Comment faire sa propre pâte à bois ?

Quand on travaille le bois, il y a toujours quelques trous, fissures ou petits défauts à corriger. Acheter de la pâte à bois toute faite fonctionne, mais fabriquer la sienne a plusieurs avantages.

D’abord, on obtient exactement la bonne teinte, puisque la pâte est faite avec la poussière du bois utilisé.
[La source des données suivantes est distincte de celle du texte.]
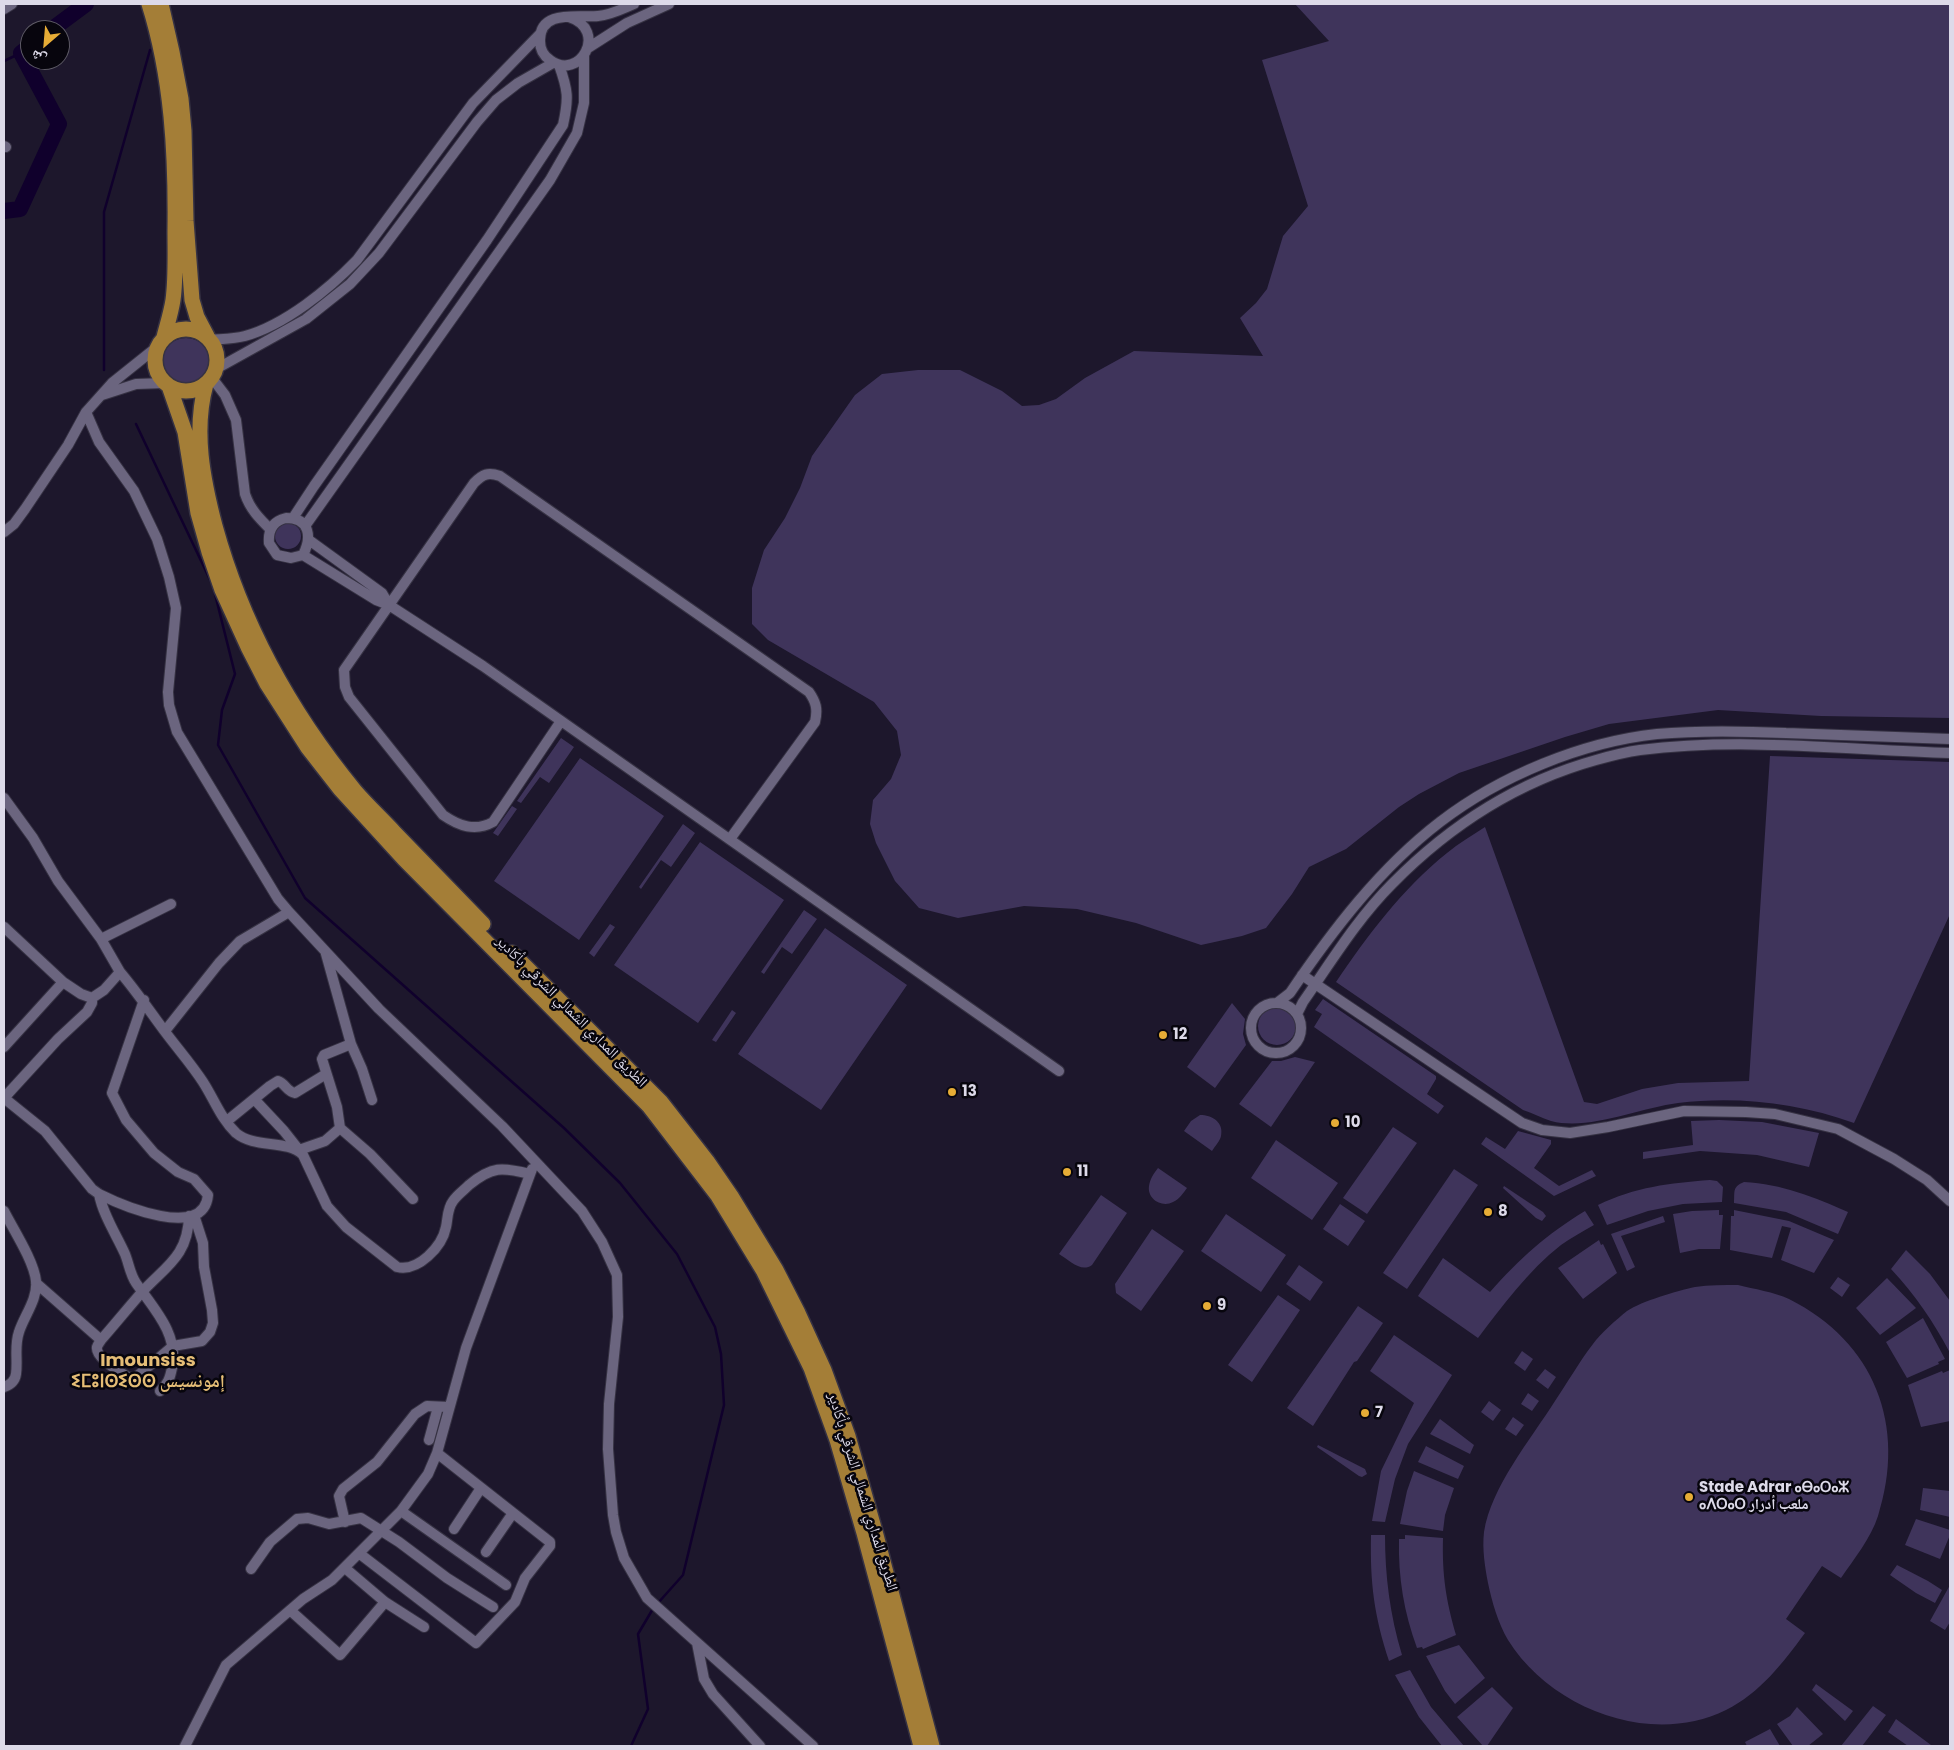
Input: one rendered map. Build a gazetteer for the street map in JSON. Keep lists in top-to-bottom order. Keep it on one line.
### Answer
{"streets":{"highway":["الطريق المداري الشمالي الشرقي بأكادير"]},"districts":["Imounsiss ⵉⵎⵓⵏⵙⵉⵙⵙ إمونسيس"],"places":["12","13","10","11","8","9","7","Stade Adrar ⴰⴱⴰⵔⴰⵣ ⴰⴷⵔⴰⵔ ملعب أدرار"],"north":"bottom left"}
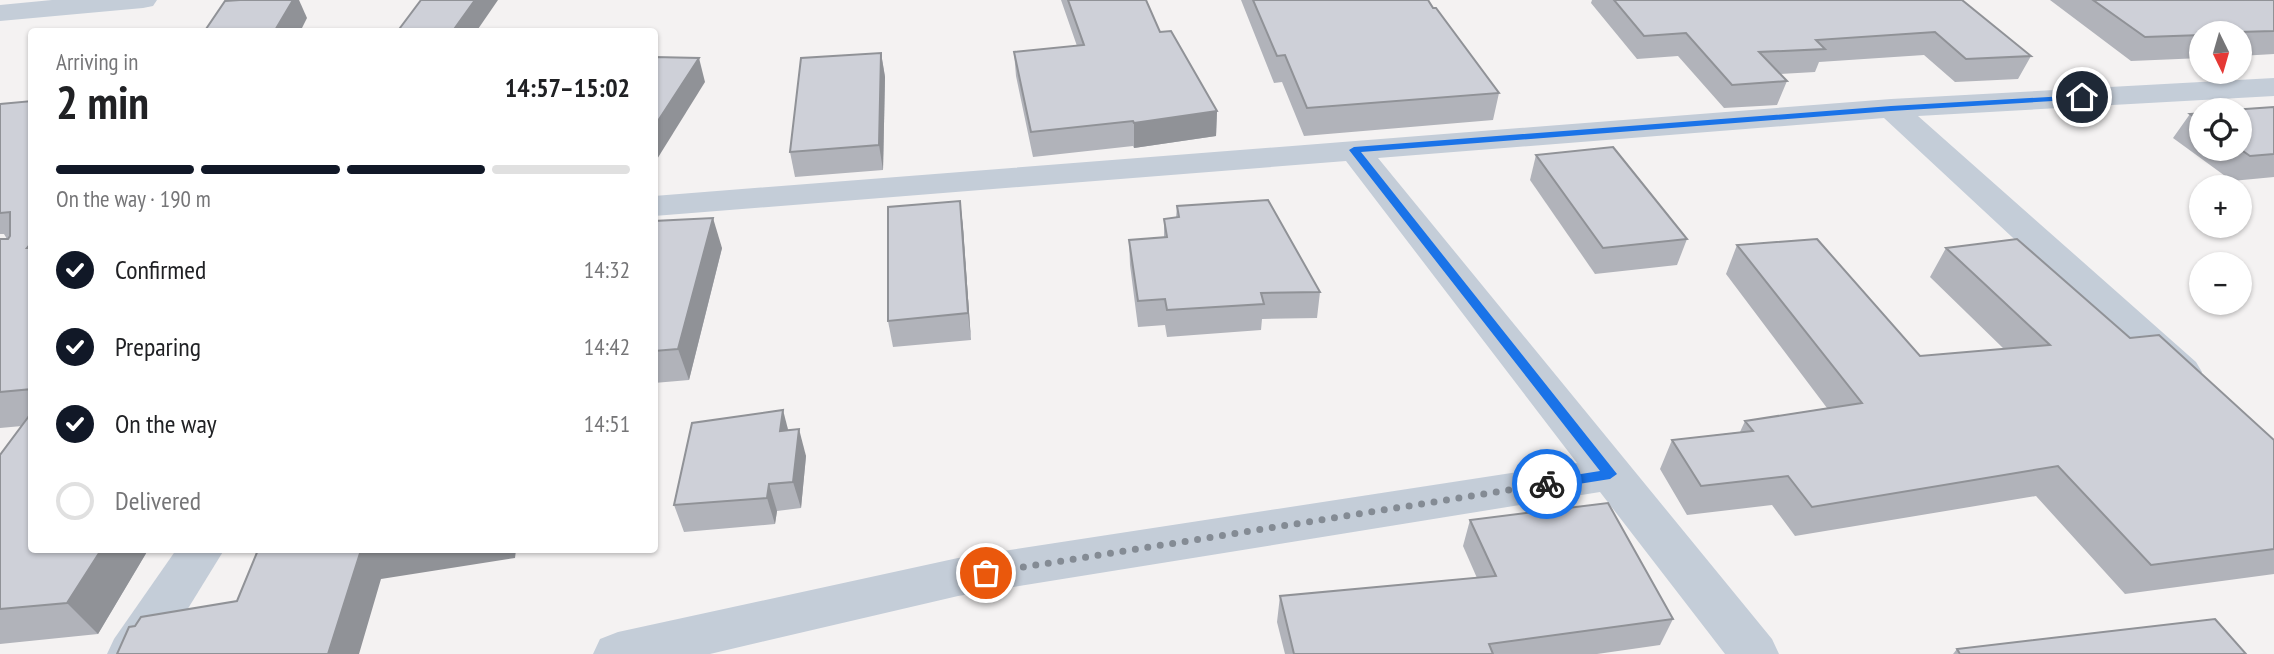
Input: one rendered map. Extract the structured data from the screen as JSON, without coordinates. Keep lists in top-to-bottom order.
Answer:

C’est souvent plus discret après finition.
Ensuite, cela revient beaucoup moins cher lorsqu’on en utilise beaucoup, par exemple pour rénover un parquet ancien ou reboucher une grande quantité de petits défauts.
Enfin, certaines pâtes maison prennent mieux les huiles, vernis ou cires que les produits industriels.

La méthode classique : sciure + colle blanche

C’est la méthode la plus connue. On mélange de la sciure fine avec de la colle blanche jusqu’à obtenir une pâte.

Le problème, c’est que la colle peut réagir différemment selon les essences de bois. Sur certains bois riches en tanins comme le châtaignier ou le chêne, la couleur peut foncer ou devenir grisâtre après finition.
La pâte peut aussi rester légèrement plastique et prendre moins bien les huiles.

La super glue + poussière de bois

Très utilisée pour les petites réparations précises.

On remplit le trou avec de la poussière de bois très fine puis on ajoute quelques gouttes de cyanoacrylate (super glue). Le résultat est solide et rapide à sécher.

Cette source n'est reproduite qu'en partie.